In an effort to reform the way big banks and other major investment houses conduct business, President Obama on July 21 signed into law a bill aimed at protecting consumers and ensuring economic stability all the way from Main Street to Wall Street.

The Dodd-Frank Wall Street Reform and Consumer Protection financial overhaul bill promises to be the most sweeping of any financial reform statute since the reforms that addressed the Great Depression of the 1930s.

Minutes before signing the historic measure which would have global implications, Obama said that protections within the bill would be enforced by a new consumer watchdog agency whose only job will be to look out for people as they interact with the country’s financial system.

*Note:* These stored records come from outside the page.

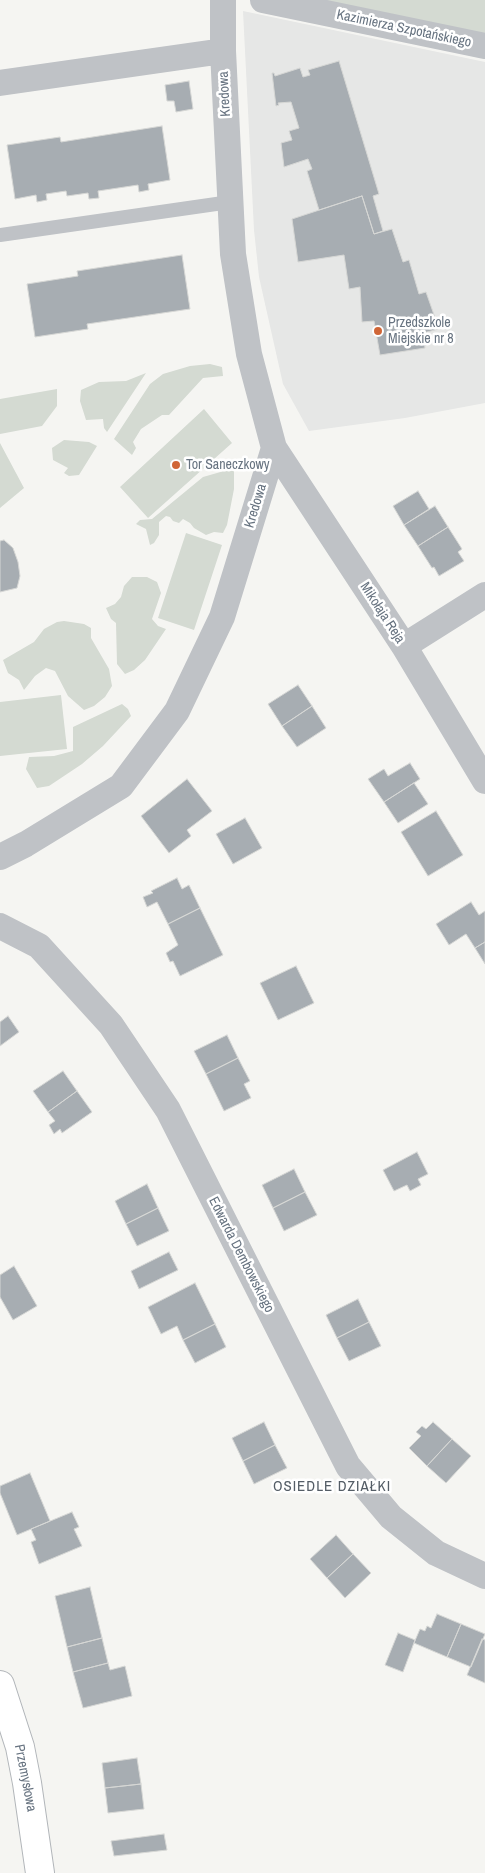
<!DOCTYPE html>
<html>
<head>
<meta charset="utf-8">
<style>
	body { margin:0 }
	canvas { display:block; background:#f5f5f2 }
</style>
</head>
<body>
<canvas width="485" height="1873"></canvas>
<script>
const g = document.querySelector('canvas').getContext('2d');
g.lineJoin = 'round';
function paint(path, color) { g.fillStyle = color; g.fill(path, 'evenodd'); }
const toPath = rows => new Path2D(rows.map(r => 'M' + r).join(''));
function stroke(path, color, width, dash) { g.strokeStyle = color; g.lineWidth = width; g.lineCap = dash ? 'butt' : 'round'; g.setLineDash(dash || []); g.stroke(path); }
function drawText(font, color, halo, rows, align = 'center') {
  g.font = font + ' "Archivo Narrow",sans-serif'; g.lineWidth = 5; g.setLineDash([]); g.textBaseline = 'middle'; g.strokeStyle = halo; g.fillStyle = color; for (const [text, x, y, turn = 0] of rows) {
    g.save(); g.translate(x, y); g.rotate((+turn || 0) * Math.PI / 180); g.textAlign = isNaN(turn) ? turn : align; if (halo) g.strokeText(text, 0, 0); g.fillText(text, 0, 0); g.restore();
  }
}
const built = toPath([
	[243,11,485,62,485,403,405,418,309,431,283,384,259,277,254,230]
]);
const green = toPath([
	[310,0,485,0,485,34],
	[210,364,222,367,223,376,203,378,169,415,162,415,141,429,133,442,136,448,132,455,114,439,150,384,163,374,190,366],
	[146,373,107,432,104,428,103,419,86,420,80,401,81,390,99,382,126,381],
	[57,389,57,406,42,426,0,434,0,399],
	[204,409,232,443,148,518,120,487],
	[64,440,89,442,97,446,79,475,69,476,64,473,68,468,53,460,52,448],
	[0,443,24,488,0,508],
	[224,471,234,471,234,489,227,525,223,533,214,532,206,535,194,528,190,523,183,519,179,523,173,521,170,517,166,516,159,522,159,535,154,543,150,545,146,529,136,524,140,520,152,519,203,477],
	[186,533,222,545,194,630,158,618],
	[132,577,147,577,157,582,161,593,152,619,158,626,166,629,145,660,134,670,125,674,117,664,116,623,111,619,106,608,115,604,121,597,124,586],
	[64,621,84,624,91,628,91,638,109,669,112,686,105,697,94,706,84,710,68,696,55,671,46,668,35,676,24,690,19,680,8,673,3,660,34,642,44,629,57,622],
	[61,695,67,749,0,756,0,702],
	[122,704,128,709,131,716,103,746,82,764,49,786,37,788,26,769,29,757,54,756,73,751,73,727]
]);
const building = toPath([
	[339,61,379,194,373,196,383,231,374,234,362,196,319,210,307,171,312,169,308,159,284,167,281,143,292,140,289,131,299,128,291,102,278,103,279,105,276,106,272,73,274,73,275,76,300,68,303,77,310,75,308,70,339,61],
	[189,81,193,109,176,112,174,101,167,101,165,85,189,81],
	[162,126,170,180,148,184,149,190,139,192,138,185,98,191,99,198,89,199,88,193,67,196,66,191,46,194,47,200,37,202,36,195,15,199,7,145,60,137,61,142,162,126],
	[362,196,374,234,392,229,403,262,409,260,419,294,426,292,439,329,423,333,425,348,380,355,374,321,362,322,360,287,349,289,344,255,298,262,292,219,362,196],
	[182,255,190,309,87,324,88,329,35,337,27,284,78,276,77,271,182,255],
	[418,491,429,509,404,525,393,506,418,491],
	[435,506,448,527,418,546,404,525,435,506],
	[448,527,462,549,458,552,464,561,439,576,434,567,432,568,418,546,448,527],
	[4,540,13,548,18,562,20,576,17,588,0,592,0,541,4,540],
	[298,685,312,706,282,726,268,704,298,685],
	[312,706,326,728,297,747,282,726,312,706],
	[410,763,420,779,384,802,368,779,384,769,388,776,410,763],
	[187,779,212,811,187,830,191,836,169,853,141,816,187,779],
	[414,783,428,804,398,823,384,802,414,783],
	[436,811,463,855,428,876,401,832,436,811],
	[245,818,262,848,233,864,216,834,245,818],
	[177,878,182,889,189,885,200,908,168,924,157,902,147,907,143,897,153,893,151,891,177,878],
	[471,902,479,915,485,911,485,942,475,948,466,934,449,945,436,924,471,902],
	[200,908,223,955,180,976,173,961,170,962,166,953,178,945,168,924,200,908],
	[485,942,485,964,475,948,485,942],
	[296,966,314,1003,278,1020,260,983,296,966],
	[8,1016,19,1032,0,1046,0,1022,8,1016],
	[227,1035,238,1058,206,1074,194,1051,227,1035],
	[238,1058,250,1081,244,1084,251,1098,224,1111,206,1074,238,1058],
	[63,1071,77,1091,48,1112,33,1091,63,1071],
	[77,1091,92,1112,62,1133,60,1129,54,1134,49,1125,55,1121,48,1112,77,1091],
	[417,1152,428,1174,418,1179,421,1185,410,1191,407,1185,394,1191,383,1170,417,1152],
	[294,1169,305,1192,273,1208,262,1185,294,1169],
	[147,1184,158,1208,126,1224,115,1201,147,1184],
	[305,1192,317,1215,284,1231,273,1208,305,1192],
	[158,1208,169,1231,137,1246,126,1224,158,1208],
	[169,1252,178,1270,139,1289,131,1271,169,1252],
	[14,1266,37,1306,13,1320,0,1297,0,1275,14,1266],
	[195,1283,215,1324,183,1340,177,1326,161,1334,148,1307,195,1283],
	[358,1299,369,1322,337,1338,326,1315,358,1299],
	[369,1322,381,1346,349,1361,337,1338,369,1322],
	[215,1324,226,1347,195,1363,183,1340,215,1324],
	[264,1422,275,1445,243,1461,232,1438,264,1422],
	[433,1422,452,1439,427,1466,409,1448,421,1436,416,1432,422,1426,426,1429,433,1422],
	[452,1439,471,1456,446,1483,427,1466,452,1439],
	[275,1445,287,1468,254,1484,243,1461,275,1445],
	[30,1473,50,1521,17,1535,0,1493,0,1486,30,1473],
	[72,1512,79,1527,74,1529,82,1546,39,1564,31,1542,36,1540,31,1529,72,1512],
	[336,1535,353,1554,327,1578,310,1559,336,1535],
	[353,1554,371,1573,345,1598,327,1578,353,1554],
	[90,1587,102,1638,67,1647,55,1596,90,1587],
	[437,1614,461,1624,447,1657,414,1643,420,1629,425,1631,427,1626,431,1628,437,1614],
	[461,1624,485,1634,471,1667,447,1657,461,1624],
	[398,1633,415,1640,403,1672,385,1665,398,1633],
	[102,1638,108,1663,73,1672,67,1647,102,1638],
	[482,1639,485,1640,485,1683,467,1675,482,1639],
	[108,1663,110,1670,125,1666,132,1696,83,1708,73,1672,108,1663],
	[137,1758,141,1784,105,1788,102,1763,137,1758],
	[141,1784,144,1809,108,1813,105,1788,141,1784],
	[164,1834,167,1850,114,1856,111,1841,164,1834]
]);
const service = toPath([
	[0,235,230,202]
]);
const minor = toPath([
	[263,0,485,46],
	[0,83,223,51],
	[274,448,404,646,485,781],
	[404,646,485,595],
	[0,857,26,844,121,786,177,711,222,617,274,448,249,354,233,254,223,51,223,0],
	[0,926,39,946,111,1025,168,1110,348,1466,391,1517,436,1553,485,1576]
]);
const secondary = toPath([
	[0,1685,20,1747,27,1783,40,1873]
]);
const markers = [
	[378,331,5,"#d06637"],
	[176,465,5,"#d06637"]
];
const streetNames = [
	["Kazimierza Szpotańskiego",404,29,12],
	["Kredowa",225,94,-93],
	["Kredowa",256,506,-73],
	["Mikołaja Reja",382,613,57],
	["Edwarda Dembowskiego",241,1255,63],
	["Przemysłowa",25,1778,79]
];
const poiNames = [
	["Przedszkole",388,323],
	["Miejskie nr 8",388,339],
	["Tor Saneczkowy",186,465]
];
const neighbourhoodNames = [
	["OSIEDLE DZIAŁKI",332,1487]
];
paint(built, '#e6e7e6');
paint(green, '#d4dad2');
paint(building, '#a7adb2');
stroke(building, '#d6d7d5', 1);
stroke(secondary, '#b2b6ba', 30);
stroke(service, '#bfc2c6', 14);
stroke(minor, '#bfc2c6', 26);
stroke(secondary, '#fff', 28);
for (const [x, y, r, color] of markers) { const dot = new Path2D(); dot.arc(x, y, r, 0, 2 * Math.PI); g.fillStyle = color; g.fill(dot); stroke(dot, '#fff', 2); }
drawText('14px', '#677380', '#fff', streetNames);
drawText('14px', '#677380', '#fff', poiNames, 'left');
g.letterSpacing = '1px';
drawText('15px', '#545d66', '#fff', neighbourhoodNames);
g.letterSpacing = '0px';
</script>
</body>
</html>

“And that’s not just good for consumers, that’s good for the economy,” Obama said, according to remarks released by the White House. “Because reform would put a stop to a lot of the bad loans that fueled a debt-based bubble,” he continued. “It will mean that all companies will have to seek customers by offering them better products instead of more deceptive ones.”

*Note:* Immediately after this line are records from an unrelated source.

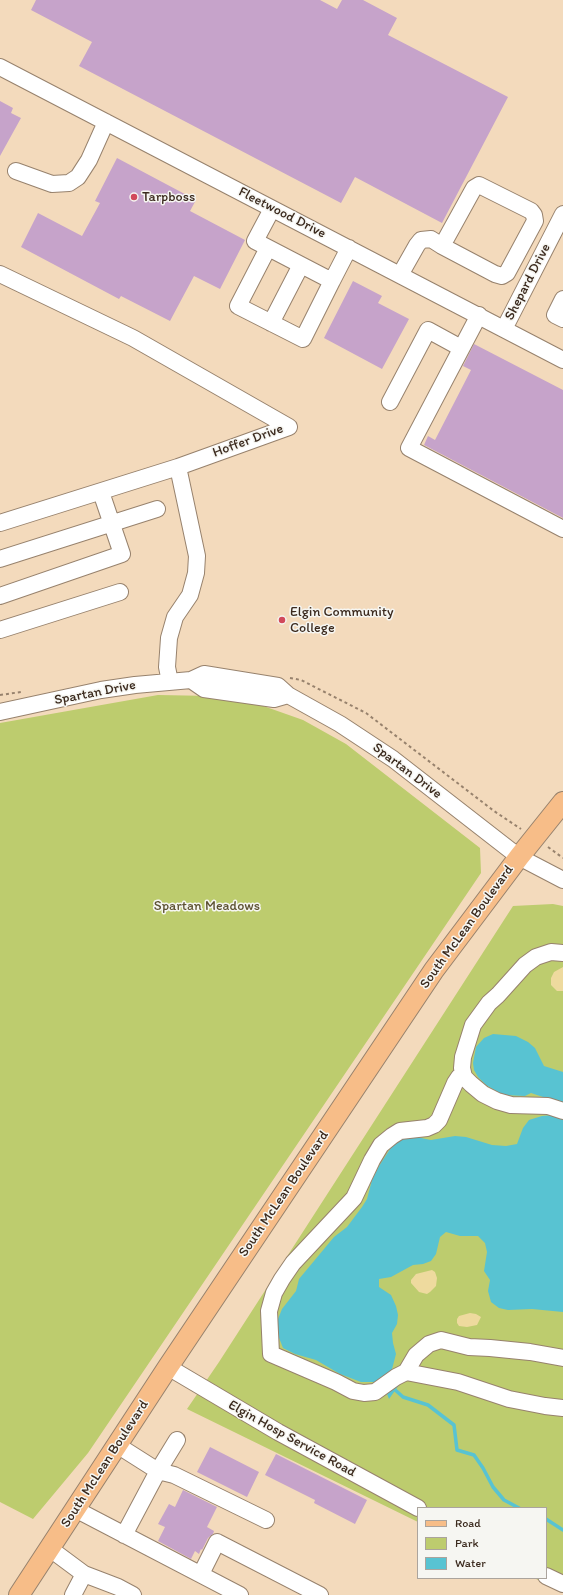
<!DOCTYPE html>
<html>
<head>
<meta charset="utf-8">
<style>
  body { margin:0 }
  #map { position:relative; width:563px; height:1595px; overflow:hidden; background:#f3dabc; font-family:Itim,sans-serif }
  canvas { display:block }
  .legend { position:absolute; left:417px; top:1507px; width:130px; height:72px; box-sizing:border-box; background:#f6f6f2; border:1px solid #aba49d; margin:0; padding:5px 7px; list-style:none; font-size:12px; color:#3b2a1e }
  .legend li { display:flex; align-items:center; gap:8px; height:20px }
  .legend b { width:20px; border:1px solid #aba49d }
</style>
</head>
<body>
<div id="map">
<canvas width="563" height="1595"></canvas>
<ul class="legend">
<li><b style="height:5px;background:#f7bd88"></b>Road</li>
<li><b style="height:11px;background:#bdcc6e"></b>Park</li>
<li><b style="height:11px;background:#58c3d2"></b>Water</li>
</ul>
</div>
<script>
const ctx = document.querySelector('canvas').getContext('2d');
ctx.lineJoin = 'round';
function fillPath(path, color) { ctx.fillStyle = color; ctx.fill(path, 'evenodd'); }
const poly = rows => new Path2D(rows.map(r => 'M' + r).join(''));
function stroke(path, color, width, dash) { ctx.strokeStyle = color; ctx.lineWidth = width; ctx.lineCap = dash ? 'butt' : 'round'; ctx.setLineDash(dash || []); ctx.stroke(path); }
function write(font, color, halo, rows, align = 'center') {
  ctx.font = font + ' Itim,sans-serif'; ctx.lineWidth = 3; ctx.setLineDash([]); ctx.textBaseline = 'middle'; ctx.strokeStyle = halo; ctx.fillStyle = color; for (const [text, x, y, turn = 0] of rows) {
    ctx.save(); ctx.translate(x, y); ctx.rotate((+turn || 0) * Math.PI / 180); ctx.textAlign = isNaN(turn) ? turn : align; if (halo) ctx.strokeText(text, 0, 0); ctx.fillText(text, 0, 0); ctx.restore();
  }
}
fillPath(poly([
  [158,695,212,696,252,702,303,720,346,744,480,848,481,873,88,1453,33,1519,0,1502,0,723],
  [553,904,563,906,563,1592,534,1578,546,1578,546,1508,418,1508,418,1522,187,1409,219,1362,513,906]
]), '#bdcc6e');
fillPath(poly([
  [563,967,563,991,557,991,551,985,551,978,554,972],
  [432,1270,435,1272,437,1278,436,1286,430,1292,427,1294,419,1292,411,1283,411,1280,416,1274],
  [470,1313,476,1314,481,1317,477,1325,467,1327,459,1326,457,1323,457,1319,459,1316]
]), '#eeda9e');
fillPath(poly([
  [493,1034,516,1036,528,1042,535,1048,544,1066,563,1072,563,1312,532,1309,508,1310,499,1308,491,1302,488,1291,490,1280,484,1271,487,1252,485,1243,478,1236,460,1236,446,1232,440,1237,436,1254,431,1261,423,1264,413,1265,391,1277,379,1279,379,1287,391,1295,396,1306,398,1315,397,1324,392,1333,393,1343,396,1354,391,1373,399,1385,389,1399,381,1378,376,1382,361,1382,340,1374,316,1360,295,1354,283,1348,276,1330,278,1319,282,1309,296,1291,299,1279,334,1237,347,1227,362,1207,367,1199,372,1180,379,1166,392,1146,400,1139,411,1136,431,1140,455,1136,466,1137,492,1145,506,1146,517,1144,523,1128,529,1120,542,1116,553,1115,549,1099,531,1093,525,1096,503,1095,486,1085,478,1077,474,1070,473,1063,476,1047,484,1038]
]), '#58c3d2');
stroke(poly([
  [393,1388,403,1397,428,1405,454,1425,457,1450,474,1455,483,1468,493,1487,504,1500,519,1508],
  [546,1519,563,1530]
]), '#58c3d2', 3.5);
fillPath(poly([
  [36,0,320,0,337,9,342,0,363,0,397,18,388,35,508,97,442,223,355,177,341,203,79,66,92,42,31,10],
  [0,101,13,108,11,113,21,118,0,156],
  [117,158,196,200,190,211,245,240,220,289,194,276,170,321,121,296,119,299,21,247,38,213,82,236,100,203,95,201],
  [353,281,382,296,378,303,409,319,382,369,324,338],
  [474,344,563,390,563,518,424,445,428,436,435,440,471,370,463,366],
  [210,1447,259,1472,247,1497,197,1472],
  [276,1454,367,1500,355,1524,314,1503,315,1500,265,1475],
  [183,1490,217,1507,207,1527,214,1531,213,1534,208,1538,202,1550,201,1549,199,1554,195,1551,191,1559,158,1541,165,1527,158,1524,169,1504,175,1507]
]), '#c6a3ca');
const minor = poly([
  [0,67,563,360],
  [16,171,52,184,69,183,78,177,89,160,106,122],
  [272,209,255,241,332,281,349,248],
  [268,248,238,306,303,339,332,281],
  [0,274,133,338,289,427,178,467,197,556,196,573,190,595,175,617,169,638,167,667,170,682],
  [400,275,417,245,421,240,431,239,442,246,495,274,502,276,507,273,535,221,534,215,531,211,479,185,474,188,442,246],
  [563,299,555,315,563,319],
  [479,315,409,448,563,529],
  [271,323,301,265],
  [504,329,563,214],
  [390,402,428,330,461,348],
  [0,523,178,467],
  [0,559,157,509],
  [0,596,122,554,101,492],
  [0,630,120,592],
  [191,680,204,689,274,699,288,695],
  [0,712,101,690,135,685,191,680,204,674,278,686,288,695,340,724,393,759,519,857,563,880],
  [563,953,551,952,536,957,525,965,498,995,489,1003,473,1025,463,1057,462,1068,464,1077,471,1084,483,1094,497,1101,511,1105,548,1106,563,1111],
  [464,1077,459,1077,455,1083,439,1120,434,1125,427,1128,400,1131,392,1136,381,1145,372,1160,354,1198,293,1263,282,1279,274,1293,269,1311,271,1354,336,1382,353,1391,364,1393,375,1392,396,1377,406,1372,416,1355,429,1344,441,1340,469,1347,490,1348,530,1352,563,1358],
  [168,1367,278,1432,418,1508],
  [406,1372,458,1382,509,1399,545,1406,563,1408],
  [177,1440,158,1471,174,1475,266,1520],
  [117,1445,158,1471,124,1535],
  [75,1509,240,1595],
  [49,1548,84,1574,118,1587,133,1595],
  [201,1574,217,1542,320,1595],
  [546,1576,563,1584],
  [73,1595,84,1574]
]);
const major = poly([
  [19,1595,168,1367,434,970,519,857,563,802]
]);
stroke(minor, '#97826d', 18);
stroke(major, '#97826d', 22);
stroke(poly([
  [290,678,301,680,366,713,494,811,521,829],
  [0,695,21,692],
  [548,847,563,858]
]), '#97826d', 2, [3, 3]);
stroke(minor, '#fff', 16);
stroke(major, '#f7bd88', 20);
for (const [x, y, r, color] of [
  [134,197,4,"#d1495b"],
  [282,620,4,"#d1495b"]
]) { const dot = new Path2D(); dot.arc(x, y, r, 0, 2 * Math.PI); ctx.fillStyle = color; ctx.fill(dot); stroke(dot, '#f6f6f2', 1.5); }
write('14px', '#3b2a1e', '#f6f6f2', [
  ["Tarpboss",142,197],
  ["Elgin Community",290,612],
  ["College",290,628]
], 'left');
write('14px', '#3b2a1e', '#f6f6f2', [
  ["Fleetwood Drive",282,213,27],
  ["Shepard Drive",528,282,-63],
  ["Hoffer Drive",248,441,-20],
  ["Spartan Drive",95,693,-11],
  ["Spartan Drive",407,771,37],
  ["South McLean Boulevard",467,927,-54],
  ["South McLean Boulevard",284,1194,-56],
  ["Elgin Hosp Service Road",292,1439,29],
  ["South McLean Boulevard",105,1464,-57]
]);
write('14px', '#5c5232', '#f6f6f2', [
  ["Spartan Meadows",207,906]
]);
</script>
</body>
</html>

The president said that in addition to the consumer protections outlined in the bill, reformation of the financial system would also clamp down on the abuse and excess that almost ruined it two years ago.

“It will finally bring transparency to the kinds of complex, risky transactions that helped trigger the financial crisis,” said Obama. “Shareholders will also have a greater say on the pay of CEOs and other executives so that they can reward success instead of failure.”

More importantly, Obama promised that taxpayers will never again have to worry about footing the bill for mistakes made by Wall Street. According to Obama, “There will be no more tax-funded bailouts, period.”

Michael Calhoun, president of the Center for Responsible Lending, heralded the bill as a watershed in efforts to restore common sense to lending and financial markets.

“Our nation now has a roadmap for ending the unfair and deceptive practices that have cost millions of families their financial security and nearly capsized the economy,” Calhoun said in a statement.

But high-ranking Republicans including Senate Minority Leader Mitch McConnell (R-Ky.) were less enthusiastic, saying the bill will significantly undermine efforts to revamp the country’s already deeply troubled jobs market.

“Job-stifling taxes, regulations, government intrusion – these appear to be the three pillars of every Democratic legislative effort,” McConnell told the Associated Press. “They are also the three things lawmakers can do that are guaranteed to kill more jobs.”

Obama responded by labeling McConnell and his supporters “a partisan minority determined to block change.”

The Financial Reform Law:

*Creates the Consumer Protection Bureau that will insure consumers will have available to them accurate and reliable information when shopping for mortgage, credit cards and other financial products. Also will protect consumers from hidden fees, abusive terms and deceptive practices;

* Allowance for the government to take over troubled financial institutions that, because of their large sizes, could tumble and damage the U. S. economy. In that event, the government could sell the institutions and save taxpayers from assuming cost of the collapses.

*Requirements for banks to keep additional cash in reserve for potential losses from bad investments, and assurance that complex transactions would be more tightly regulated.